Nikolai Bordyuzha, who has been Secretary General of the Collective Security Treaty Organization (CSTO) since April 2003, was one of the headline speakers at the May 23 International Security Conference in Moscow, organized by the Russian Ministry of Defense. General Bordyuzha—whose impressive resume includes service in the Soviet KGB, head of the presidential administration, Russian National Security Advisor, and former Russian ambassador to Denmark—joined with Defense Minister Sergey Shoigu, Foreign Minister Sergey Lavrov, and Chief of the Russian General Staff Valery Gerasimov in denouncing the West’s alleged overthrow of the government of Ukraine, NATO’s military buildup during the current crisis, and Washington’s supposed campaign to promote social revolutions throughout the Middle East. In his view, the United States was employing sanctions, other economic threats, hiring mercenaries, and manipulating the cyber domain to weaken Russia and other competing centers of power. In the face of such an onslaught, Bordyuzha said that the CSTO would concentrate on preventing and managing conflicts in its Eurasian region of responsibility, including by addressing border tensions, transnational terrorism, and competition for water and energy resources.

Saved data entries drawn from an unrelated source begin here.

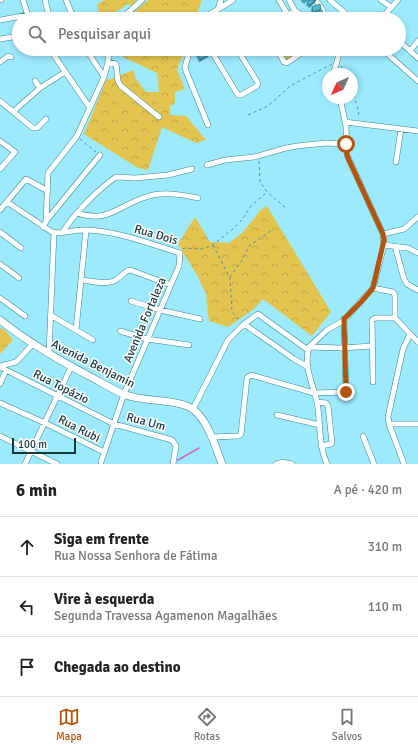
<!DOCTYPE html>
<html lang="pt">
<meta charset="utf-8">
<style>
body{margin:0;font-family:Signika,sans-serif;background:#f6f6f6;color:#222}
.compass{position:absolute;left:322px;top:68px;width:36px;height:36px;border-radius:50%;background:#fff;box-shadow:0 2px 6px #0003;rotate:225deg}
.scale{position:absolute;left:12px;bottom:10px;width:64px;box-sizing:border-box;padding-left:4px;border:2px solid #17373e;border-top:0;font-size:11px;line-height:14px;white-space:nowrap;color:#17373e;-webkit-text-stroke:3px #fdfdfd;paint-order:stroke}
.stop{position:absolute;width:12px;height:12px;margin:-9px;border:3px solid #b45309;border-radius:50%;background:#fff}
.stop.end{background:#b45309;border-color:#fff;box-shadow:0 1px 4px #0008}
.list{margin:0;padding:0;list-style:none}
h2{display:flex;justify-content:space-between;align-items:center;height:52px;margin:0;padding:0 16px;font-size:17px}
h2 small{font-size:13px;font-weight:400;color:#767676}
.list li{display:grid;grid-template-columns:26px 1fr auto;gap:12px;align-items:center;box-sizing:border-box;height:60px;padding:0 16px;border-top:1px solid #e0e0e0}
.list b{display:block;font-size:15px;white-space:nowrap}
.list p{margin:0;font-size:13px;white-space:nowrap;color:#767676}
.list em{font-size:13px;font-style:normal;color:#767676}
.icon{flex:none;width:22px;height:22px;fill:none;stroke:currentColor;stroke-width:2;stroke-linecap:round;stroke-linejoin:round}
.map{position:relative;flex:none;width:418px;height:464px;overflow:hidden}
.search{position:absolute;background:#fff;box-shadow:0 2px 6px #0003;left:12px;right:12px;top:12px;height:44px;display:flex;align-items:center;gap:10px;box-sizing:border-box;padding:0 14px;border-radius:22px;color:#767676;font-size:15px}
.sheet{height:232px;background:#fff}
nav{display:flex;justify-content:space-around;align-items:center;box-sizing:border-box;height:56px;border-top:1px solid #e0e0e0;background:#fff;font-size:11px;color:#767676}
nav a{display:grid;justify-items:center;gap:2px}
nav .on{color:#b45309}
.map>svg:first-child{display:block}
.forest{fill:url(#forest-crowns)}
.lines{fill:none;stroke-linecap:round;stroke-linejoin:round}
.stream{stroke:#cf65bb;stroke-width:1.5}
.street-casing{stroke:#378596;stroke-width:6}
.secondary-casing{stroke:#378596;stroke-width:8}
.path{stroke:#588d9a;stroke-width:1;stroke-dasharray:3 3;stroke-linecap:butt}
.street{stroke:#fff;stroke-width:5}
.secondary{stroke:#fff;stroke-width:7}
.wall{fill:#48a2b5}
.shaded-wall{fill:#3b8494}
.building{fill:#54bcd3;stroke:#3b8494}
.route{stroke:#b45309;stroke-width:5}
.labels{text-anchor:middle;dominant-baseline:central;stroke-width:3;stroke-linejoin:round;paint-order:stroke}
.street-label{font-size:12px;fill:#17373e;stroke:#fdfdfd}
</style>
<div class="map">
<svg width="418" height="464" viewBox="0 0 418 464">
<defs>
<pattern id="forest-crowns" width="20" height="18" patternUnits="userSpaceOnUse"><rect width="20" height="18" fill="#e2c44f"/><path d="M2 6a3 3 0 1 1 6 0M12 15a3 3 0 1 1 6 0" fill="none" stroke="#c1a946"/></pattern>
</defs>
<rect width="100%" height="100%" fill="#9deafd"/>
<!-- forest -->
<path class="forest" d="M104,0H136L132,6L127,4L121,9L99,19H84L99,11L97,5Z
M148,0H202L195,19H126Z
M125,49H185L177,70L185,89L175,92V103L170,106V115L186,116L206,140L196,143L162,127L148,170L138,168L84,134L107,78L109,80L133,70L136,79L146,92H159L157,73L123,57Z
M281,49H304L287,60Z
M267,206L331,312L312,336L263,299L255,308L228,327L209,321L206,294L197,275L178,244L195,217L210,242L229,243L242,233L260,211Z
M0,328L5,330L13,340L0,354Z"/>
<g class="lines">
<!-- stream -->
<path class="stream" d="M178,460L199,448"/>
<defs>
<path id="street" d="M0,0H1
M23,0L29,19
M45,0L50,19
M66,0L74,19
M279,0L288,15
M289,0L295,11L300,14L303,19
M316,0L322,9L325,19
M330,0L352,19
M381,0L391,7
M218,9L221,0
M100,18L101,19
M121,19L142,0
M202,19L233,0
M282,19L295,11
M381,19L398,0
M0,20L28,15
M0,39L19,36
M399,41L418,58
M86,49L104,77
M190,49L185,67L186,71L208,125
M210,49L238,95H241L257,86L258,83L237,49
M277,49L284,62L287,63L307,49
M382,49L418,81
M51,51L90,108
M410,51L418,41
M0,62L8,56L11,57
M108,62L116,64L118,81L121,86L159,117
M334,74C334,66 341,57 338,49
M35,81L40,88
M0,101L33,128H37L46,119
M14,111L40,88L65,72
M345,122L418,131
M0,141L15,152L0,169
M396,162L401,129
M207,165L225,160L254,157L286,148L297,146L326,143L346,144
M7,202L52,232C63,235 74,229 86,230C118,231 150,244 180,253L179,266L124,394L101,462
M0,210L26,179L48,191
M77,213C107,223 117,207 143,198C161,191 179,194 198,198
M46,221L100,155
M43,227L46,222L48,173L77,136L104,77L108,62L109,49
M0,232L21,248
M62,233C74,214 97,190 116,177L135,178L168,175L192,169
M383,234L404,229L418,217
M384,245L408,248L418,253
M395,246L404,279L407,284L418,290
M0,264L19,278
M82,280C91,281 105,285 114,281C121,278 124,271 130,270L171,285
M373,288L393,292L395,295V318
M0,298L25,316
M131,301L160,310L200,319
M52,316L93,340
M395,318L418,342
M244,324L258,314L308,350
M76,330L86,230
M120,331L147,339L189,345
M309,347L342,348L372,346
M49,354L54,232
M0,366L16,362L33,344
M0,367L114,424L172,440L176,446L173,464
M373,382L372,320L375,318H395
M0,384L6,370
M317,402L326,403L328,406L332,443L331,444L321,446
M0,403L45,423L104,452
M193,409L228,340L244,324L294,359L308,367
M277,415L320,425
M389,424H418
M0,436L57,464
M363,436L374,464
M211,437L239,436L241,434L247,378L251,375L314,393L346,392L344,319
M25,464L71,367
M276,464L282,462L292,464
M327,464C318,445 321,423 317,402C313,384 303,366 309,347L327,330L343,321L373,288L384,245L383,234L347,155L346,126L340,98
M404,464L389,424L388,417L403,349L410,334"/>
<path id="secondary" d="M0,320C29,343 60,361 93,378C104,384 115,391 126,395C143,402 182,399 194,410C208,421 216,448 222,464"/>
</defs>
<!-- street casing -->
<use href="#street" class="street-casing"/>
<!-- secondary casing -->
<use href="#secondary" class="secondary-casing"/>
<!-- path -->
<path class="path" d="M341,66L345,74
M352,89L359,113L358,116
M248,115L268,106L290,86L332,64
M80,139L96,152
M259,161L260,182L268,193L286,208
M213,245L230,278L232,312L240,320
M183,249L184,248L200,249L208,247L214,244L233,229L241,221L251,206L267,192
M230,277L243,259L249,246L272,230"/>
<!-- street -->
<use href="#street" class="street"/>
<!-- secondary -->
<use href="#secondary" class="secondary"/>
</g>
<!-- wall -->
<path class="wall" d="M301,0H308L304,4L301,1Z
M316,1L309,8L306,5L307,2Z
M312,7L321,9V11L323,15L322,17L317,19H314L312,16L313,14H312L311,10Z
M197,53L209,55L208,57L199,62L196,56Z"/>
<!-- shaded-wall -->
<path class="shaded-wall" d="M315,0H316V1L309,8L310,5Z
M321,9L320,12L312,14L313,12Z
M323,15L322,17L317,19H314L315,17Z
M209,55L208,57L199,62L200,59Z"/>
<!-- building -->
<path class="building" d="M309,0H315L310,5L307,2Z
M320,4L321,9L313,12L312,7Z
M322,10L323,15L315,17L313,13Z
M324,17V19H318Z
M205,49H206L209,55L200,59L197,53Z"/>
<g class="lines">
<!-- route -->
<path class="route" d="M346,144L347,155L349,160L383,234L384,240L373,288L361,302L344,319L346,392"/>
</g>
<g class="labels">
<!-- street labels -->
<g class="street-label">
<text transform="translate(156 235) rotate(16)">Rua Dois</text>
<text transform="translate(145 320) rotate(-67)">Avenida Fortaleza</text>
<text transform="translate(93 364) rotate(27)">Avenida Benjamin</text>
<text transform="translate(61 387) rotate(27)">Rua Topázio</text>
<text transform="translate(146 422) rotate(15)">Rua Um</text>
<text transform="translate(79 429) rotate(27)">Rua Rubi</text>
</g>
</g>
</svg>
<svg class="compass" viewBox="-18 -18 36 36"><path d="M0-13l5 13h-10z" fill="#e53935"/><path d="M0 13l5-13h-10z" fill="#767676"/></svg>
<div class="scale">100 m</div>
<div class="stop" style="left:346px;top:144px"></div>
<div class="stop end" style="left:346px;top:392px"></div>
<div class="search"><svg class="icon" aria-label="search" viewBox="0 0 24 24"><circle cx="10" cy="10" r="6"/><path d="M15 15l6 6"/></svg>Pesquisar aqui</div>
</div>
<section class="sheet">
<h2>6 min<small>A pé · 420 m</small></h2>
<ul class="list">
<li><svg class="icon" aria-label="ahead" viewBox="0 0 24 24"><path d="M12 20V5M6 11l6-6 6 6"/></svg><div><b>Siga em frente</b><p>Rua Nossa Senhora de Fátima</p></div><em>310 m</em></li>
<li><svg class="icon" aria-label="left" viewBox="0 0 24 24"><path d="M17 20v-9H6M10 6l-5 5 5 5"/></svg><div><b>Vire à esquerda</b><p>Segunda Travessa Agamenon Magalhães</p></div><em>110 m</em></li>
<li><svg class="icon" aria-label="arrive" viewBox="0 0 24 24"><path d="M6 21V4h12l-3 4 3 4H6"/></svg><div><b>Chegada ao destino</b></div></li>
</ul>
</section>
<nav>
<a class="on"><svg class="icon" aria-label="map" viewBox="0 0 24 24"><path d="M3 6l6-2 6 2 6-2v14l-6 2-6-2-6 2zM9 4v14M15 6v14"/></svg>Mapa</a>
<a><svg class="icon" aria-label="directions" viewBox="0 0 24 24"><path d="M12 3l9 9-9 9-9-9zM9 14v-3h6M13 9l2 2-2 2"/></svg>Rotas</a>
<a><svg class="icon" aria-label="saved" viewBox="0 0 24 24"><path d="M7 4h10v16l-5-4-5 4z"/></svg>Salvos</a>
</nav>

The previous month Bordyuzha had announced that the CSTO had suspended contacts with NATO because of the Ukraine crisis and NATO’s alleged efforts to “blackmail” Russia and all its CSTO allies. This move was largely an empty gesture, since NATO had studiously avoided dealing with the CSTO since its founding more than a decade ago. U.S. and other NATO officials have been reluctant to formalize relations with the CSTO for fear of reinforcing Moscow’s preeminence in Central Asia. Western security experts have generally considered the organization as a hollow front organization that Moscow employs as an instrument to influence its neighbors’ defense policies. It is true that the CSTO, led by a Russian general and with a staff based in Moscow, has served as a key element in Russia’s drive to strengthen Moscow’s influence in the former Soviet Union. While Belarus and Armenia provide CSTO with security interests in Eastern Europe and the Caucasus, the organization’s primary regional focus has been Central Asia. There the CSTO has bolstered Moscow’s influence by helping justify Russia’s bases in the region, providing incentives for Central Asian militaries to cooperate with Russia, and potentially providing legal justification for Russian military interventions. But the other member governments, excluded from NATO or any other powerful defense alliance, have seen benefits in participating in the CSTO. Many of its member governments fear that the Arab Spring will spread north and threaten their own rule, while NATO’s declining presence in Afghanistan is leading Central Asian states to rely more on Moscow for their security. Of course, the specific motives for membership differ for each state. Whereas Belarus fears Western-backed efforts to replace its authoritarian government, Armenia sees the CSTO as providing a means to strengthen its military potential against rival Azerbaijan. Meanwhile, the Central Asia member governments of Kazakhstan, Kyrgyzstan, and Tajikistan feel threatened by narcotics trafficking and terrorist groups seeking to replace the region’s secular governments with overtly Islamist structures.